| Problem details |
Filter out all lines without the word "overflow" from the data below, please, and copy the rest.

| Records provided |
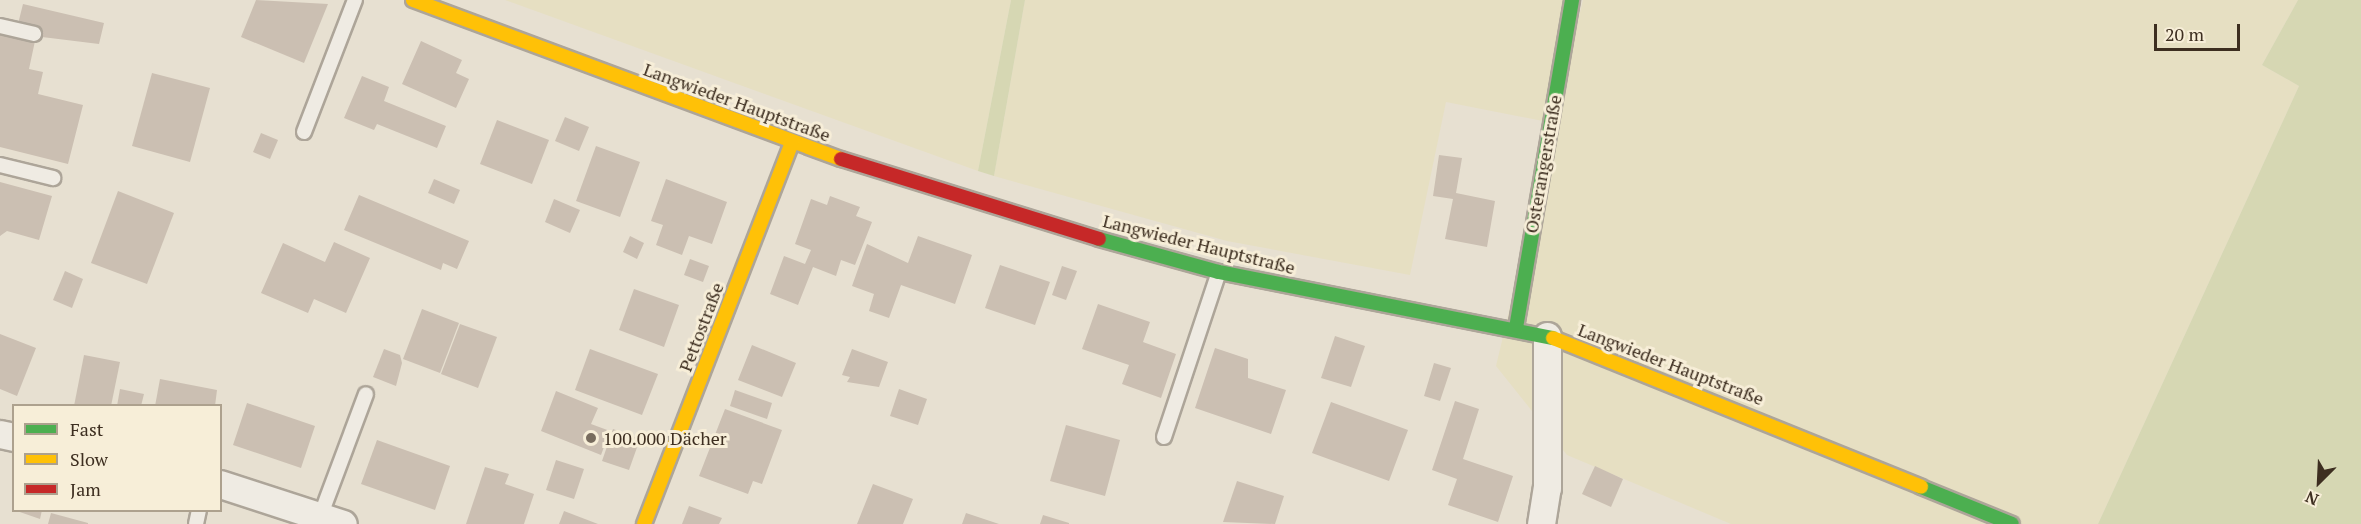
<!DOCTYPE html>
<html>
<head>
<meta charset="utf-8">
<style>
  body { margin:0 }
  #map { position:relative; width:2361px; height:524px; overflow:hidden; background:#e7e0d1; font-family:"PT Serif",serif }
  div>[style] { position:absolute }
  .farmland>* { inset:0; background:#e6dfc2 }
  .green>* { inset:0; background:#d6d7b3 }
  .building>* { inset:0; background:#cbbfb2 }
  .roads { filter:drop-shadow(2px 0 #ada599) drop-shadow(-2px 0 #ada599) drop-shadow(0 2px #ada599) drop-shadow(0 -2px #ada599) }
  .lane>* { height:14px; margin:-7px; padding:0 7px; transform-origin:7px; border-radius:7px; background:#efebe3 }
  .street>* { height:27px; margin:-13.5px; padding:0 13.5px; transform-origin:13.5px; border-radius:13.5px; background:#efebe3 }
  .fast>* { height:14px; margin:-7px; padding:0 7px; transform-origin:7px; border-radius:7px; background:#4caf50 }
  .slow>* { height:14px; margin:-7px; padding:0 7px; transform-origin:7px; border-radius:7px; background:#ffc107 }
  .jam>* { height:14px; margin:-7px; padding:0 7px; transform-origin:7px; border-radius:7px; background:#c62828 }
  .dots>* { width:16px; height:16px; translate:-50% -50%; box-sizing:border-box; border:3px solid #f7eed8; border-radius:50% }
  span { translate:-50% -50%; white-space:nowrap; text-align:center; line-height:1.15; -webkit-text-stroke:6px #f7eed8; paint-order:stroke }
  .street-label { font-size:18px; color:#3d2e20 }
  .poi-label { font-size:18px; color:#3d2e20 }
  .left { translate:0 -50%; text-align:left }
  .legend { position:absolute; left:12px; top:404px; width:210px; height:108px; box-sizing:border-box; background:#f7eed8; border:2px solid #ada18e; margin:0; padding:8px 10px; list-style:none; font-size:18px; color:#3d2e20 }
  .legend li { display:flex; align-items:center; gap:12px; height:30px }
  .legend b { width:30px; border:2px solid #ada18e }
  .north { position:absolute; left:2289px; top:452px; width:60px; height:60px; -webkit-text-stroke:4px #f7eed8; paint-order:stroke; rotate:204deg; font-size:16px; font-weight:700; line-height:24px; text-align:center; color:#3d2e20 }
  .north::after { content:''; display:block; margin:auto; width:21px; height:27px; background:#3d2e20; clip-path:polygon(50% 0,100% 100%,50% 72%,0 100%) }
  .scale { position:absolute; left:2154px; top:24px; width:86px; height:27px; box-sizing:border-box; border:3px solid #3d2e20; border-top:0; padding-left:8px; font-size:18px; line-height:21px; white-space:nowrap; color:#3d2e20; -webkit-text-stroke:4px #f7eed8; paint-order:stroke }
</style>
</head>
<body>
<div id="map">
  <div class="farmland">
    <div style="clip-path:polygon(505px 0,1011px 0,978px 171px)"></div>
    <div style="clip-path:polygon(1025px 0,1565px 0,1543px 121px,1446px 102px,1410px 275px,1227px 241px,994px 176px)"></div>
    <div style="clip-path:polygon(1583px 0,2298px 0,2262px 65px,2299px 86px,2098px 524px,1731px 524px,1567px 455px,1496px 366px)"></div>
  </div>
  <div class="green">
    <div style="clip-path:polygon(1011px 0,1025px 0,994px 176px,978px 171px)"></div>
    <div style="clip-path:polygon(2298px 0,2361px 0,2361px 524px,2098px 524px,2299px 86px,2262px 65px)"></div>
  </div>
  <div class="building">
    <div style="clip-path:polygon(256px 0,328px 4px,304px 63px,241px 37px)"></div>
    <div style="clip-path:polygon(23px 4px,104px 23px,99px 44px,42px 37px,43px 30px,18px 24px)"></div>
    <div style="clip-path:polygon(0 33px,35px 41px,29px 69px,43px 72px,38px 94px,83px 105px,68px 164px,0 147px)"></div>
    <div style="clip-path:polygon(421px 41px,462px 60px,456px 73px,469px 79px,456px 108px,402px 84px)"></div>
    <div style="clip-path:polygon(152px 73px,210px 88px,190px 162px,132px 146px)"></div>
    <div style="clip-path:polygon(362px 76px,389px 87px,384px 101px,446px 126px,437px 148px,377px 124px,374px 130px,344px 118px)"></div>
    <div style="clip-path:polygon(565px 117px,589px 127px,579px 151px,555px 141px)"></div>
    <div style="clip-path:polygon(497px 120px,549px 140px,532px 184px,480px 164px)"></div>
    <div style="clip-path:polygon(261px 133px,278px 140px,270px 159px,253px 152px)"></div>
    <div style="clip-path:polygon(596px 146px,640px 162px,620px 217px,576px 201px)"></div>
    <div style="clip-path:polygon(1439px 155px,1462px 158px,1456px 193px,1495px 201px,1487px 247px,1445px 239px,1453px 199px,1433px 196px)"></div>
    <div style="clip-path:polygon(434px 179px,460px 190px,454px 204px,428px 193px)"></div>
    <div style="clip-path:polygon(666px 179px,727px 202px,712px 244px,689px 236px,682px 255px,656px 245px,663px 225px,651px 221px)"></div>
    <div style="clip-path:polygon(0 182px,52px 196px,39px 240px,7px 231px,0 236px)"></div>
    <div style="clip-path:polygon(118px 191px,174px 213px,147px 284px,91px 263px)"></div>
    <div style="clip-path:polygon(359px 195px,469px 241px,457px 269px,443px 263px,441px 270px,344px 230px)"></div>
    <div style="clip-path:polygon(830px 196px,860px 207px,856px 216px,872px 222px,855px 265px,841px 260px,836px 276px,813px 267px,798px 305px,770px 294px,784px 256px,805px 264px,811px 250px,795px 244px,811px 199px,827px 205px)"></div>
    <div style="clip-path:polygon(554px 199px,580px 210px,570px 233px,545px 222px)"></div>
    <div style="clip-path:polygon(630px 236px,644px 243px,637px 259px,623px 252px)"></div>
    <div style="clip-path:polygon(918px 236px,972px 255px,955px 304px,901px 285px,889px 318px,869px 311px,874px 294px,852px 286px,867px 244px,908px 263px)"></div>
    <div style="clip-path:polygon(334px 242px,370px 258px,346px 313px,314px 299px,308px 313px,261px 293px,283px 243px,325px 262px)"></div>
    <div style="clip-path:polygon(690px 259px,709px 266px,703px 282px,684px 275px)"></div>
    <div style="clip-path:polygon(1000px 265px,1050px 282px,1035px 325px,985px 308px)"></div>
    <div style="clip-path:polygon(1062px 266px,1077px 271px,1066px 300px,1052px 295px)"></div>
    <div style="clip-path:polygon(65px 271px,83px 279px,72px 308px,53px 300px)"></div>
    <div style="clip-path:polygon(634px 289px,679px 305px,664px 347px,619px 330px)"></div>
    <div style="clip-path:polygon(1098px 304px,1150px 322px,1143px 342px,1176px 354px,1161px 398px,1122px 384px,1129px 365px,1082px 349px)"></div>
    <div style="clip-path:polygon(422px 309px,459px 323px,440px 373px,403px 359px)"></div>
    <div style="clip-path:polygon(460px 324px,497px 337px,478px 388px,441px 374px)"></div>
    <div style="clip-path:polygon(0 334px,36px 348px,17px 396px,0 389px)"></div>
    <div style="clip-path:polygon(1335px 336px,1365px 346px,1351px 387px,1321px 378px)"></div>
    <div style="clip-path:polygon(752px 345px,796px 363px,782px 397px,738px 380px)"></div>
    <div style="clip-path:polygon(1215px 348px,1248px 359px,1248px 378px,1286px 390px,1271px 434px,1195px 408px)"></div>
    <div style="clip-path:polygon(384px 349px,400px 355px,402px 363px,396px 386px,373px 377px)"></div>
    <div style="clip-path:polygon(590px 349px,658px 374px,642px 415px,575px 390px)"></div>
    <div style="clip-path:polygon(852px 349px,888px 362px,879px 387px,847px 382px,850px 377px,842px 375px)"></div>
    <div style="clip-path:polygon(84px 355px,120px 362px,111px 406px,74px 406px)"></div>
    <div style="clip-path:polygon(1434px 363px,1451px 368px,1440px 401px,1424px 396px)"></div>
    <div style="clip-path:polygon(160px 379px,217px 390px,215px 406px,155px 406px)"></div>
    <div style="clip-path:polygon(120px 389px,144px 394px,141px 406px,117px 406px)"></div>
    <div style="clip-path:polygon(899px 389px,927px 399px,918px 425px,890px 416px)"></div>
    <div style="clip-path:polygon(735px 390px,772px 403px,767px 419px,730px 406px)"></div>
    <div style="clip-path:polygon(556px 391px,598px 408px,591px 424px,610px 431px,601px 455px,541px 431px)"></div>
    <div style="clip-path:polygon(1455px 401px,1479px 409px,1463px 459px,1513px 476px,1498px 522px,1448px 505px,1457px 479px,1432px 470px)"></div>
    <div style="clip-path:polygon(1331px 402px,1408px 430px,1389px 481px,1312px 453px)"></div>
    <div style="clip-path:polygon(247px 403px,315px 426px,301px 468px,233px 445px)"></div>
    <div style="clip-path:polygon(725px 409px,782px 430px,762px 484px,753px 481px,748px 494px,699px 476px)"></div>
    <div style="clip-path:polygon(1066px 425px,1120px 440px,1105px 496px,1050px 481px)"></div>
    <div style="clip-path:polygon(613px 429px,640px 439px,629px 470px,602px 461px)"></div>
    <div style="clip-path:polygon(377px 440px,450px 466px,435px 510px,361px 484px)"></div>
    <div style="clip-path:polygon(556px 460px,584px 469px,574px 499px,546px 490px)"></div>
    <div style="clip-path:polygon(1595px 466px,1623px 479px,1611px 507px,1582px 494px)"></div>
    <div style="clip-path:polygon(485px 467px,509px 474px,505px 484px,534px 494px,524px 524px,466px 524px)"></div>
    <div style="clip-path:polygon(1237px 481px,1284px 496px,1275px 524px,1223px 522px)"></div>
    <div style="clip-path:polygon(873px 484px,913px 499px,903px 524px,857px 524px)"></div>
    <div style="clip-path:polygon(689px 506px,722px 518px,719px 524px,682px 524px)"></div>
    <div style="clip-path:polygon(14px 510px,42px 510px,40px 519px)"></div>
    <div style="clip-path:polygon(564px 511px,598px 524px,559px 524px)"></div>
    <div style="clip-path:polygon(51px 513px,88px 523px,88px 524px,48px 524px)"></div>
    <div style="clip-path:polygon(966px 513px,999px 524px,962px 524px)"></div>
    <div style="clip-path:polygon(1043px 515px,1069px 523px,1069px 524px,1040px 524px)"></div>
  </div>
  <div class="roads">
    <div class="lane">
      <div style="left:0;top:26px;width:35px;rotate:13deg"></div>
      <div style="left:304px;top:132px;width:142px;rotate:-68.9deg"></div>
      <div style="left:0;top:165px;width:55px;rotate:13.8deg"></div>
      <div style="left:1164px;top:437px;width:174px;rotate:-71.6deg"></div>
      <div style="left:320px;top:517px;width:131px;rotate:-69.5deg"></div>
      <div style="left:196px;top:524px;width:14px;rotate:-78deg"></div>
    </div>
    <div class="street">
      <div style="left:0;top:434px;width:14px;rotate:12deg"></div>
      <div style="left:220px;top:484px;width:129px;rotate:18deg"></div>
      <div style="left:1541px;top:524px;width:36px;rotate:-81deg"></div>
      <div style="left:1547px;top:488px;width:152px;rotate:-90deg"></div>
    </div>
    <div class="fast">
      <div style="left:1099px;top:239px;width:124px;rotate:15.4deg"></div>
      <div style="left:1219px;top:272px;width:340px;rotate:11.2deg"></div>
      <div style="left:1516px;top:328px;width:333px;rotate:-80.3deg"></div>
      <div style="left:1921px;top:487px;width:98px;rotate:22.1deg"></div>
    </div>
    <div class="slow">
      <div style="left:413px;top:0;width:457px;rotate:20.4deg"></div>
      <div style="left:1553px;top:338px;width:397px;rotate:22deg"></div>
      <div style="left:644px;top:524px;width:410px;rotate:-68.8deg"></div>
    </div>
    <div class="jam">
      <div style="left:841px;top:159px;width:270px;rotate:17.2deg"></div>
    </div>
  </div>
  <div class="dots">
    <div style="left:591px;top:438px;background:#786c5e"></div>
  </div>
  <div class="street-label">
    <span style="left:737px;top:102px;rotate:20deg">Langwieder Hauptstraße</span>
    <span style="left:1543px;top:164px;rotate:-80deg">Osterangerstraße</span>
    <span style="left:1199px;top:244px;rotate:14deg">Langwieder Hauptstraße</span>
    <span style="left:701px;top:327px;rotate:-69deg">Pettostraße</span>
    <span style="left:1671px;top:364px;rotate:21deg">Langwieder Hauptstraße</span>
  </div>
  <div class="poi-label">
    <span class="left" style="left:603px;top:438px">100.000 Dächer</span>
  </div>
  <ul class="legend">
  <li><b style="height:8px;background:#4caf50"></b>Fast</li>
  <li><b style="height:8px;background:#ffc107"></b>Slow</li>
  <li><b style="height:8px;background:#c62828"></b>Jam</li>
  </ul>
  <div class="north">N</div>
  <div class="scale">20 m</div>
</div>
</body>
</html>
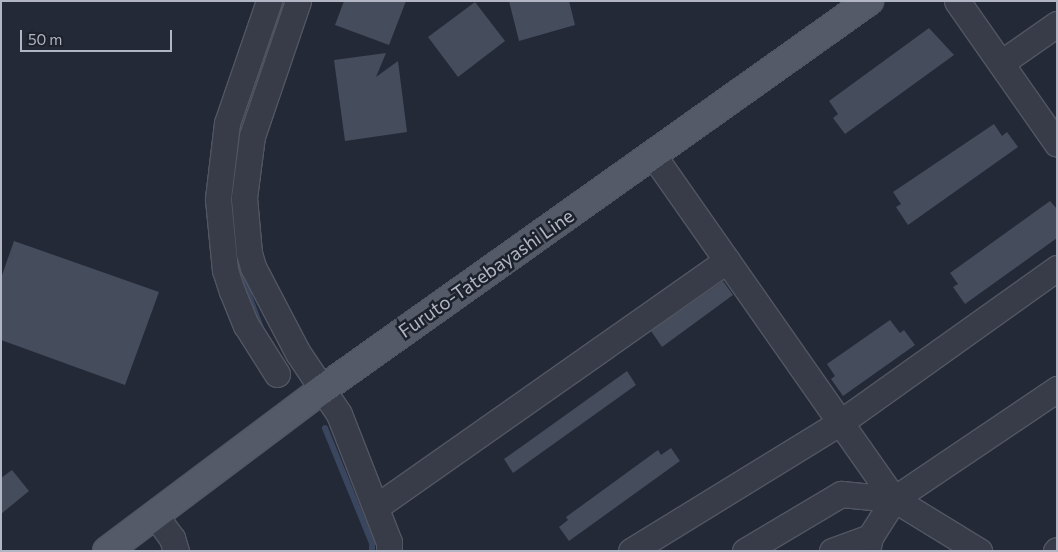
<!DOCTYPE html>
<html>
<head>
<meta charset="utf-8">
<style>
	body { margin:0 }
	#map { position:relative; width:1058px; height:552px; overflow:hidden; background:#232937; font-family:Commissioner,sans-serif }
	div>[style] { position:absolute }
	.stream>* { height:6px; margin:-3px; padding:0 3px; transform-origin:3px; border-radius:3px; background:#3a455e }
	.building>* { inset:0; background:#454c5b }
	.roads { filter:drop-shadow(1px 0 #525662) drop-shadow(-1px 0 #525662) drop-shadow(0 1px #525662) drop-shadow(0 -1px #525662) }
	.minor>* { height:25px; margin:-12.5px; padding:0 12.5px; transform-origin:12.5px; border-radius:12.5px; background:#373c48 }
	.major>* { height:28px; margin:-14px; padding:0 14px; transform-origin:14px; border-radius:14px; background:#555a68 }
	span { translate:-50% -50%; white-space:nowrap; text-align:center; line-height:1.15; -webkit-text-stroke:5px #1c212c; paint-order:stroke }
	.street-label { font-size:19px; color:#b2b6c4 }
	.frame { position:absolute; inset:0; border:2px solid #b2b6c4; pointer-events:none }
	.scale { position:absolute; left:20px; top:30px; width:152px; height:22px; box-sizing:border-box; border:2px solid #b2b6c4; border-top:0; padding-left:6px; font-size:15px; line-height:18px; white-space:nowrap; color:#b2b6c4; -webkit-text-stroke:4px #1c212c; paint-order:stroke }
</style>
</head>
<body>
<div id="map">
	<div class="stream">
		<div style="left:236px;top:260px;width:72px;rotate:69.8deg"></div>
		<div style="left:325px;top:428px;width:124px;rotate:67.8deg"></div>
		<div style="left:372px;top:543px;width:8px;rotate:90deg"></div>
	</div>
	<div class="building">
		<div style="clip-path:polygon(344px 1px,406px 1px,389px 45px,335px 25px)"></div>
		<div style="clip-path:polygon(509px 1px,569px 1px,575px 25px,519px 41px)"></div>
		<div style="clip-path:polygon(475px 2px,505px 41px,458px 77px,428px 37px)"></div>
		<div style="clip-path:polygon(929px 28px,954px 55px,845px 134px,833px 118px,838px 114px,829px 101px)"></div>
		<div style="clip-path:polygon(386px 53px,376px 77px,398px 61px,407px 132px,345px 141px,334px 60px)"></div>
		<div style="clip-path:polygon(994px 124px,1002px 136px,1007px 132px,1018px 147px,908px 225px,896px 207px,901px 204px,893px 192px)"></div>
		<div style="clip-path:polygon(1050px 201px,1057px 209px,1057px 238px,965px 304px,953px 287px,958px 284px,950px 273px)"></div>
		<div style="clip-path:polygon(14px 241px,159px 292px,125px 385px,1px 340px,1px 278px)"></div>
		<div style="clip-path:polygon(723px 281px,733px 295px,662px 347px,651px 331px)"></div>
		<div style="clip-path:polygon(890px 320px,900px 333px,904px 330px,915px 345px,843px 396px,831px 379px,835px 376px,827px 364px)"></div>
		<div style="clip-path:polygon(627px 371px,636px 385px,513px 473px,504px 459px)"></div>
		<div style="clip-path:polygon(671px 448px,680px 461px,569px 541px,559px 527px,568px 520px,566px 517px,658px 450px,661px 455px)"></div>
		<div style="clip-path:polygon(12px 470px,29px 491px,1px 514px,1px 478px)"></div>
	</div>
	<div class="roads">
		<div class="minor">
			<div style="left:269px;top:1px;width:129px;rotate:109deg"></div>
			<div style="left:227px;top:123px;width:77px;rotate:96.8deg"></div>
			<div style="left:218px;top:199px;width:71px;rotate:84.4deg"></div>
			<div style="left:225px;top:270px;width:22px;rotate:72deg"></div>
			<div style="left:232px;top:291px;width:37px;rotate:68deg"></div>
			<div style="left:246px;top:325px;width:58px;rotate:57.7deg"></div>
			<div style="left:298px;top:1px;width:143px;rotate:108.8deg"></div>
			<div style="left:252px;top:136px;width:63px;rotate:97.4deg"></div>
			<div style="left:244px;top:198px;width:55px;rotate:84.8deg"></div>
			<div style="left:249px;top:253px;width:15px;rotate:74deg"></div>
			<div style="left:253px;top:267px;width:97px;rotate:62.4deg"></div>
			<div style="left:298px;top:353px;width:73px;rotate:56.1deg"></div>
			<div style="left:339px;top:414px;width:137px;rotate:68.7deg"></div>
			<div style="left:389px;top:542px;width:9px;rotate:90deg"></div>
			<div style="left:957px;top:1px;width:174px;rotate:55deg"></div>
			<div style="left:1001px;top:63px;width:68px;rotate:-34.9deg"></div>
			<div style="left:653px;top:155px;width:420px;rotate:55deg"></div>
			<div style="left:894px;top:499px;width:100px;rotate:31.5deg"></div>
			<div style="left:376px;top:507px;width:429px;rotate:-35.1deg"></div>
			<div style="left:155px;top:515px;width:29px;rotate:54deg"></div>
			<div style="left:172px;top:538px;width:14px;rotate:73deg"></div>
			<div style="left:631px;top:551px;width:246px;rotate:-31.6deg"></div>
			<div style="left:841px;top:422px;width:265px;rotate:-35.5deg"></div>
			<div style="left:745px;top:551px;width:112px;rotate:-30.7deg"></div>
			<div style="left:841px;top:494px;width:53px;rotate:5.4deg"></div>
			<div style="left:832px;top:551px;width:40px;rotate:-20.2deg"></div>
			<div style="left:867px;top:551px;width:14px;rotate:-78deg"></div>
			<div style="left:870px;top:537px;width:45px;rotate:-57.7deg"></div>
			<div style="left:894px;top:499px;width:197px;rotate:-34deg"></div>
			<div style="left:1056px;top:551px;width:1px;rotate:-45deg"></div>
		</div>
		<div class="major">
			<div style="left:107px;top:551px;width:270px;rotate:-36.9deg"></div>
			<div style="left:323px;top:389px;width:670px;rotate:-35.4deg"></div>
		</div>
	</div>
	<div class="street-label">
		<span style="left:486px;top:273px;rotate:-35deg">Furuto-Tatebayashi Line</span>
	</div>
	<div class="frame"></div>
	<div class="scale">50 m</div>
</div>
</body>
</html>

| Solution |
  #map { position:relative; width:2361px; height:524px; overflow:hidden; background:#e7e0d1; font-family:"PT Serif",serif }
	#map { position:relative; width:1058px; height:552px; overflow:hidden; background:#232937; font-family:Commissioner,sans-serif }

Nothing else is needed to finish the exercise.